Couric was joined by model Iman, "My Big Fat Greek Wedding" star Nia Vardalos and designer Carmen Marc Valvo, himself a colon cancer survivor.

Valvo, Carolina Herrera, Betsey Johnson and other designers created accessories for a new camera by Olympus as a fund-raiser for the alliance. Olympus is Fashion Week's title sponsor. The accessories will be auctioned on eBay through next Wednesday.

Couric's husband, television legal analyst Jay Monahan, died from colon cancer in 1998.

Knowles to release new clothing line

NEW YORK - While models strut their way down the catwalk at New York Fashion Week, a new star has announced her "bootylicious" arrival on the fashion scene: Beyonce.

The singer and her mother, Tina Knowles, announced Wednesday the birth of their new clothing line, to be called "The House of Dereon." The line is named after Beyonce's grandmother, Agnes Dereon, whose work as a skilled seamstress inspired the two generations of stylish women.

"To me, this is the greatest way to enter into the fashion world," Beyonce said in a statement. "Inspired by my grandmother, working with my mother and pursuing a dream we have all had for many years, establishing an important fashion company."

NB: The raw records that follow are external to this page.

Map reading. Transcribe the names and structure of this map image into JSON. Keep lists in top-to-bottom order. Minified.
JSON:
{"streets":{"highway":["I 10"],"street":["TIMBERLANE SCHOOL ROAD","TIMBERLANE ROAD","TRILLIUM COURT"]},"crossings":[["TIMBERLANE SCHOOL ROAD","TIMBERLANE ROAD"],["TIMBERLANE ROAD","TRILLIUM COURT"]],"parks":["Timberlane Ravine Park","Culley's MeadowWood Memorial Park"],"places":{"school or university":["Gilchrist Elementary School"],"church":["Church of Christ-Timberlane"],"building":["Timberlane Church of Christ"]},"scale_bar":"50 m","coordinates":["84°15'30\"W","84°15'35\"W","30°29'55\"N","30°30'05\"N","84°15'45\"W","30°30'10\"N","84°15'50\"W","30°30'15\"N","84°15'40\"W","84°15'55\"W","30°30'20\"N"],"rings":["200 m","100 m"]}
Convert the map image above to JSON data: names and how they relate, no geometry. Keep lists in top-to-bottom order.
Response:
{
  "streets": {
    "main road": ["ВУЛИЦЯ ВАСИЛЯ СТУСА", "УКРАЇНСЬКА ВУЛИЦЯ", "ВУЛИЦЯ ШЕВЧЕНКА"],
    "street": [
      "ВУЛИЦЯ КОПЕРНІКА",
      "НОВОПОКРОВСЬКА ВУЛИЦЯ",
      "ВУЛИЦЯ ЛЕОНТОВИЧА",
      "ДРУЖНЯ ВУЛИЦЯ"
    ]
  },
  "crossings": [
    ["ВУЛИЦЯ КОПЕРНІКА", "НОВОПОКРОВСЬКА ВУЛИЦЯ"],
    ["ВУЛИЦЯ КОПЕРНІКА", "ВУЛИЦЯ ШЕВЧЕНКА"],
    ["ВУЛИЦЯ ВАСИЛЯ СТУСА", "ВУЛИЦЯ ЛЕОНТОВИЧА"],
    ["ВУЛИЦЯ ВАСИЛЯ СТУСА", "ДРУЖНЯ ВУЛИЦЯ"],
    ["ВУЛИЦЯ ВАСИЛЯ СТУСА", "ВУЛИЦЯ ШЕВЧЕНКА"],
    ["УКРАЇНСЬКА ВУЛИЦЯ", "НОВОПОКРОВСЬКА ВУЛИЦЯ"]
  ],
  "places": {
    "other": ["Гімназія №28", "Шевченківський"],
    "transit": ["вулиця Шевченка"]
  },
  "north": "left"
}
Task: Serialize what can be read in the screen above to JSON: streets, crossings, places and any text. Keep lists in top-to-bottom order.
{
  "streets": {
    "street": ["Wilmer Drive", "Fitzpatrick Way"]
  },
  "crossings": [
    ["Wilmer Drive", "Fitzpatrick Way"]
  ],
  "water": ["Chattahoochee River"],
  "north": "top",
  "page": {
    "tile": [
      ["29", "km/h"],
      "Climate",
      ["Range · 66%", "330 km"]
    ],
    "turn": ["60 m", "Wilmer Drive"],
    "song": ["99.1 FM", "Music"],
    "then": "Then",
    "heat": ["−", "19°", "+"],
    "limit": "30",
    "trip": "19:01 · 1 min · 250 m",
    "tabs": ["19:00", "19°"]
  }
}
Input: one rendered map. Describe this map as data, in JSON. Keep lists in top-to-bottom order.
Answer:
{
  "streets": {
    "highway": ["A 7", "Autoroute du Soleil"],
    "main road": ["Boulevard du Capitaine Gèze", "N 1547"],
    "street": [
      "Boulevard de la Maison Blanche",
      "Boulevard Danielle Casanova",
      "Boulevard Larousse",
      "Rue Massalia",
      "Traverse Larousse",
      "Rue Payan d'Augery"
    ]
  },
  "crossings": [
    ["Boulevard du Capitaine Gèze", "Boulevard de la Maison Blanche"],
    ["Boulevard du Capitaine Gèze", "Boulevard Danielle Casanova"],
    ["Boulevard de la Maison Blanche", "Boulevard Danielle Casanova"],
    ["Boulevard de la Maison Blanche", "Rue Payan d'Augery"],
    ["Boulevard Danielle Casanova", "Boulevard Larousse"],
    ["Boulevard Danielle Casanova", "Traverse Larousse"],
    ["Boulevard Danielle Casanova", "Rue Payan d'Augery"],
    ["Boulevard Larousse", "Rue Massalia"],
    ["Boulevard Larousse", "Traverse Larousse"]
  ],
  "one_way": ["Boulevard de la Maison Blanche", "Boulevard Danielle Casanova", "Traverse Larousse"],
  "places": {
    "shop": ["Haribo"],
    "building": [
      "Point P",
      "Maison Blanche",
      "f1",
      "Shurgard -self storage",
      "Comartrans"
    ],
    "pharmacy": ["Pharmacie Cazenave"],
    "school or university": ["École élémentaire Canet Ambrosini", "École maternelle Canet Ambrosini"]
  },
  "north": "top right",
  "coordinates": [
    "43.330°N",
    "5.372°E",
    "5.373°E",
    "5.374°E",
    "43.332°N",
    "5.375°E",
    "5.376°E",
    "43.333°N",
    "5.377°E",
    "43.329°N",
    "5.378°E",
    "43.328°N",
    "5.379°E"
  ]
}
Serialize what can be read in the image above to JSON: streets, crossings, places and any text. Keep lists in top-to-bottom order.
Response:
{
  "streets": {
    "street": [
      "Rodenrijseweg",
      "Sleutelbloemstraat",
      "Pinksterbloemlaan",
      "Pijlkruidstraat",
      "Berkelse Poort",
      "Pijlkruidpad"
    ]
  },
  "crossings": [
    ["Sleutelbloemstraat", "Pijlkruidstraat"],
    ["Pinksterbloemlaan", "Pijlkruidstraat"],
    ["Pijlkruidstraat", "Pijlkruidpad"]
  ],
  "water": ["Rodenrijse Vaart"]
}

The trademark for the line will be "Couture. Kick. Soul." It will be produced by the Knowles' company, Beyond Productions, and is expected to hit stores in fall 2005.

Kristofferson still mourns loss of Cash

NASHVILLE, Tenn. - Kris Kristofferson says he still grieves the loss of his friend Johnny Cash.

"It's hard to believe that it's been a year," Kristofferson said recently from his home in Hawaii. "It's still painful that he's gone. I think about him a lot."

Kristofferson contributes to a new Country Music Television special "Controversy: Johnny Cash vs. Music Row," which airs 8-9 p.m. (EDT) Saturday and again Sunday afternoon.

The show explores the uneasy relationship between the country music establishment and the singer, who died on Sept. 12, 2003.

Cash, one of the genre's biggest stars, had a hard time getting his music on country radio in his later years, despite critical acclaim and Grammy Awards.

After a lull in his career in the 1970s and '80s, he found success with a series of albums he recorded with noted rap/rock producer Rick Rubin. Backed by rock acts such as Tom Petty and the Heartbreakers, Cash reached a new, younger audience drawn by his stark songs and rebellious spirit.